They say that everyone has one thing that always happens to them, like sitting next to fat men on planes, or having that dreaded crying baby nearby; for me, that is my flights are always delayed. Numerous times it worked in my favour; James and I frequently found ourselves bolting to make a flight! Arriving in Barcelona an hour late, I was relieved to find James waiting for me; my Spanish speaking friend and I could then proceed to make our way into the city together. Slight problem though; everything was in the Catalan language rather than Spanish, meaning we had to rely on James’ ‘gut feeling’ for getting off the train (Central station = Estacio-Barcelona-Sants), rather than his ability to actually understand the language of the country we were in. We stayed at “Cool and Chic” hostel, which although about a 30min walk from town it was super modern, clean and functional air-conditioning.

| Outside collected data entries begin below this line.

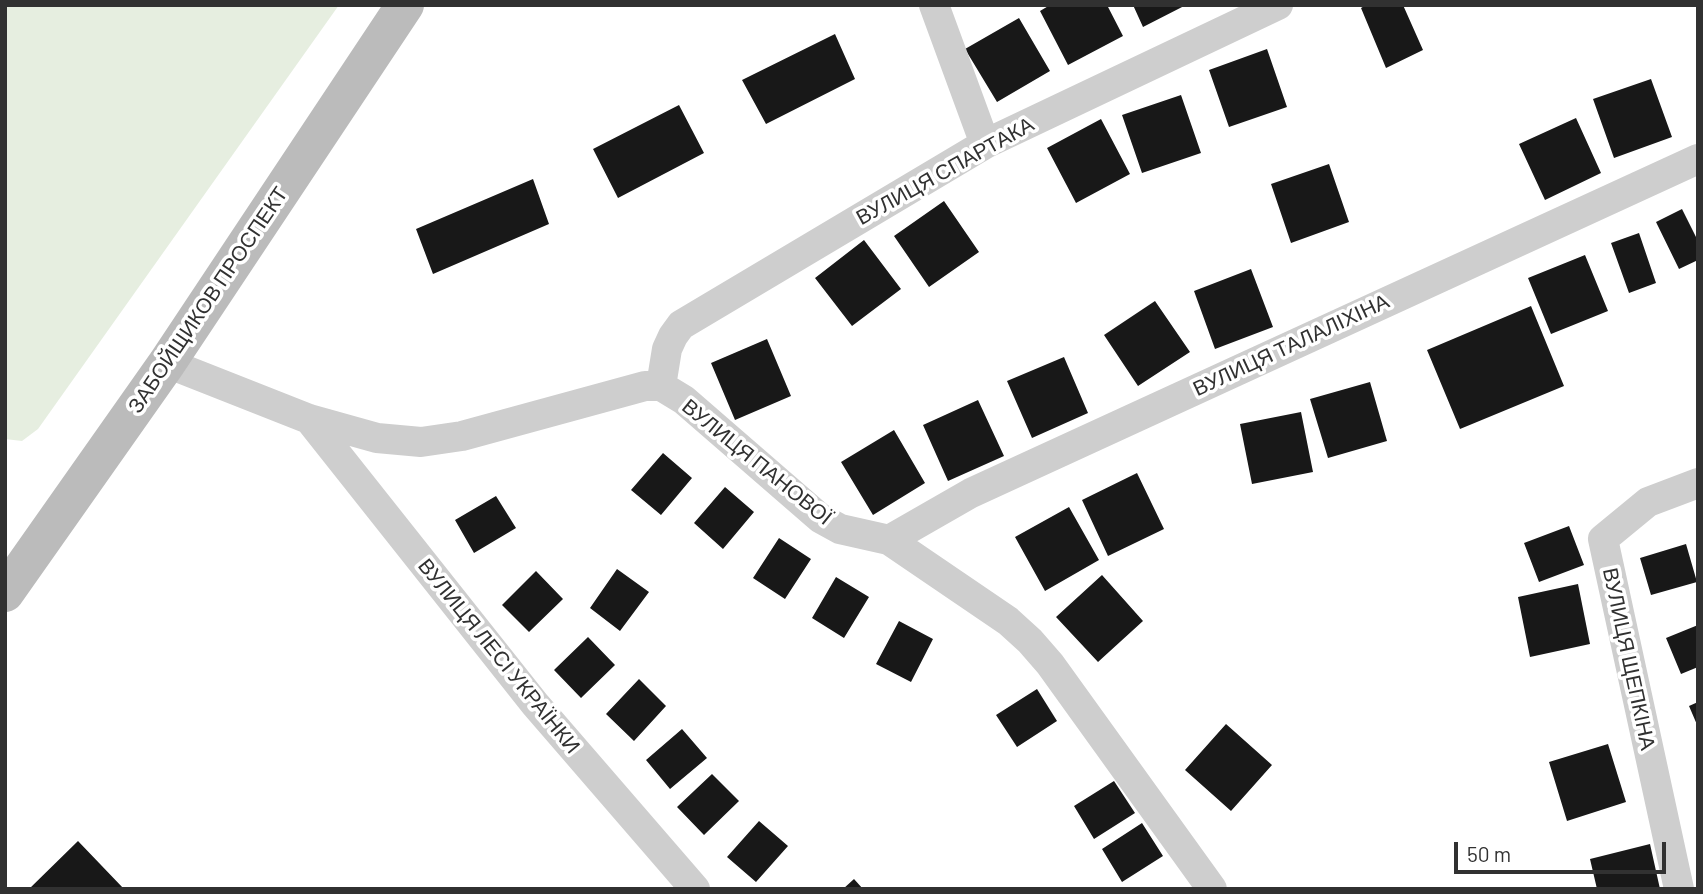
<!DOCTYPE html>
<html>
<head>
<meta charset="utf-8">
<style>
  body { margin:0 }
  #map { position:relative; width:1703px; height:894px; overflow:hidden; background:#fff; font-family:Barlow,sans-serif }
  canvas { display:block }
  .frame { position:absolute; inset:0; border:7px solid #313131; pointer-events:none }
  .scale { position:absolute; left:1454px; top:842px; width:212px; height:32px; box-sizing:border-box; border:4px solid #313131; border-top:0; padding-left:9px; font-size:21px; line-height:24px; white-space:nowrap; color:#313131; -webkit-text-stroke:5px #fff; paint-order:stroke }
</style>
</head>
<body>
<div id="map">
<canvas width="1703" height="894"></canvas>
<div class="frame"></div>
<div class="scale">50 m</div>
</div>
<script>
const c = document.querySelector('canvas').getContext('2d');
c.lineJoin = 'round';
function paint(path, color) {
  c.fillStyle = color;
  c.fill(path, 'evenodd');
}
function toPath(rows) {
  const path = new Path2D();
  for (const r of rows) {
    path.moveTo(r[0], r[1]);
    for (let i = 2; i < r.length; i += 2) path.lineTo(r[i], r[i + 1]);
  }
  return path;
}
function trace(path, color, width, dash) {
  c.strokeStyle = color;
  c.lineWidth = width;
  c.lineCap = dash ? 'butt' : 'round';
  c.setLineDash(dash || []);
  c.stroke(path);
}
function write(font, color, halo, rows, align = 'center') {
  c.font = font + ' Barlow,sans-serif';
  c.lineWidth = 7;
  c.setLineDash([]);
  c.textBaseline = 'middle';
  c.strokeStyle = halo;
  c.fillStyle = color;
  for (const [text, x, y, turn = 0] of rows) {
    c.save();
    c.translate(x, y);
    c.rotate((+turn || 0) * Math.PI / 180);
    c.textAlign = isNaN(turn) ? turn : align;
    if (halo) c.strokeText(text, 0, 0);
    c.fillText(text, 0, 0);
    c.restore();
  }
}
const green = toPath([
  [5,5,339,5,38,429,22,441,5,439]
]);
const building = toPath([
  [1050,5,1107,5,1123,36,1068,65,1040,11],
  [1133,5,1186,5,1143,27],
  [1366,5,1403,5,1423,50,1386,68,1361,8],
  [1019,18,1050,71,997,102,965,49],
  [835,34,855,79,766,124,742,80],
  [1267,49,1287,107,1229,127,1209,70],
  [1651,79,1672,137,1614,158,1593,99],
  [1181,95,1201,153,1142,173,1122,115],
  [679,105,704,153,618,198,593,149],
  [1576,118,1601,173,1545,200,1519,144],
  [1101,119,1130,174,1076,203,1047,148],
  [1329,164,1349,222,1291,243,1271,184],
  [533,179,549,224,433,274,416,229],
  [944,201,979,252,929,287,894,236],
  [1682,209,1698,241,1698,260,1679,269,1656,222],
  [1639,233,1656,283,1629,293,1611,243],
  [864,240,901,289,852,326,815,278],
  [1585,255,1608,311,1551,334,1528,278],
  [1251,269,1273,327,1215,349,1194,291],
  [1155,301,1190,352,1138,386,1104,335],
  [1531,306,1564,386,1460,429,1427,350],
  [767,339,791,396,735,420,711,363],
  [1064,357,1088,413,1032,438,1007,381],
  [1370,382,1387,441,1328,458,1310,399],
  [978,400,1004,456,948,481,923,425],
  [1301,412,1313,472,1252,484,1240,424],
  [894,430,925,483,873,515,841,462],
  [663,453,692,478,661,515,631,490],
  [1137,473,1164,529,1108,556,1082,500],
  [725,487,754,512,723,549,694,523],
  [496,496,516,528,474,553,455,520],
  [1069,507,1099,560,1045,591,1015,537],
  [1569,526,1584,565,1539,582,1524,543],
  [779,538,811,559,785,599,753,578],
  [1686,544,1697,582,1651,595,1640,558],
  [617,569,649,592,620,631,590,608],
  [536,571,563,599,529,632,502,605],
  [1102,575,1143,621,1098,662,1056,617],
  [836,577,869,597,844,638,812,618],
  [1578,584,1590,644,1530,657,1518,597],
  [899,621,933,639,911,682,876,664],
  [1698,625,1698,667,1681,674,1666,638],
  [588,637,615,665,581,698,554,670],
  [639,679,666,706,634,741,606,714],
  [1037,689,1057,721,1017,747,996,715],
  [1698,702,1698,727,1689,706],
  [1226,724,1272,765,1231,811,1185,770],
  [682,729,707,758,670,789,646,760],
  [1608,744,1626,802,1567,821,1549,762],
  [712,774,739,801,704,835,677,807],
  [1114,781,1135,813,1094,839,1074,806],
  [759,821,788,846,756,882,727,857],
  [1142,823,1163,856,1122,882,1102,849],
  [78,841,124,889,29,889],
  [1650,844,1660,889,1597,889,1590,859],
  [854,879,863,889,843,889]
]);
const minor = toPath([
  [934,5,985,144],
  [167,363,309,419,377,438,421,442,462,436,645,386,661,386,684,400,820,518,840,529,889,540,1008,621,1030,641,1050,664,1212,889],
  [661,386,667,349,673,336,681,325,985,144,1278,5],
  [309,419,535,704,695,889],
  [889,540,971,493,1698,159],
  [1679,889,1603,539,1648,502,1698,483]
]);
const secondary = toPath([
  [5,593,167,363,405,5]
]);
const streetNames = [
  ["ВУЛИЦЯ СПАРТАКА",945,171,-29],
  ["ЗАБОЙЩИКОВ ПРОСПЕКТ",208,300,-56],
  ["ВУЛИЦЯ ТАЛАЛІХІНА",1291,345,-25],
  ["ВУЛИЦЯ ПАНОВОЇ",757,462,39],
  ["ВУЛИЦЯ ЛЕСІ УКРАЇНКИ",499,656,51],
  ["ВУЛИЦЯ ЩЕПКІНА",1629,659,78]
];
paint(green, '#e6eee0');
paint(building, '#181818');
trace(minor, '#cecece', 30);
trace(secondary, '#bbb', 38);
write('21px', '#313131', '#fff', streetNames);
</script>
</body>
</html>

My Australian friend Emma (who I’d met in Portugal) joined us, and together we indulged in some delicious Spanish tapas, paella and of course, sangria. (“Sensi” – highly recommended tapas bar near the Old Quarter, quite classy and relatively expensive – still cheaper than the rest of Europe though!). The next few days consisted of free walking tours (Introduction to Barcelona, in addition to the Gaudi Walking Tour, both of which began from the Travel Bar at 11am), beaching (Ciutadella-Villa Olimpica) and exploring the local sights; the Cathedral, Place de Catalunya, Las Ramblas (the main street), a closed-roof market off Las Ramblas that sold the cheapest fresh juices, as well as the National Palace and the Magic Fountain. We discovered a custom ice tea place “Refresca Tea” which became well-visited as it always went down a treat on those hot summer days.

On our last night we moved into the city centre and stayed at St Christophers Inn – a chain of hostels that is spread throughout Europe and was one of my favourite hostels that I stayed at. It had a perfect location, was huge and had an awesome bar and restaurant attached. We took advantage of the cheap drinks at the hostel; enjoying €1 tequila, Sambuca, Dr Pepper and Jagerbomb shots before catching a taxi to Razzmatazz – one of Barcelona’s biggest clubs with a capacity of 4000 and five different clubs inside. We accidentally stumbled into a foam party, and there was not much we could do except embrace the situation, so several hours later we stumbled back into our hostel rooms sopping wet but thrilled with our Barca night life experience.

Cool places, cool city – I couldn’t wait to go back.

PS. Definite laugh out loud moment when the pigeon pooped on James.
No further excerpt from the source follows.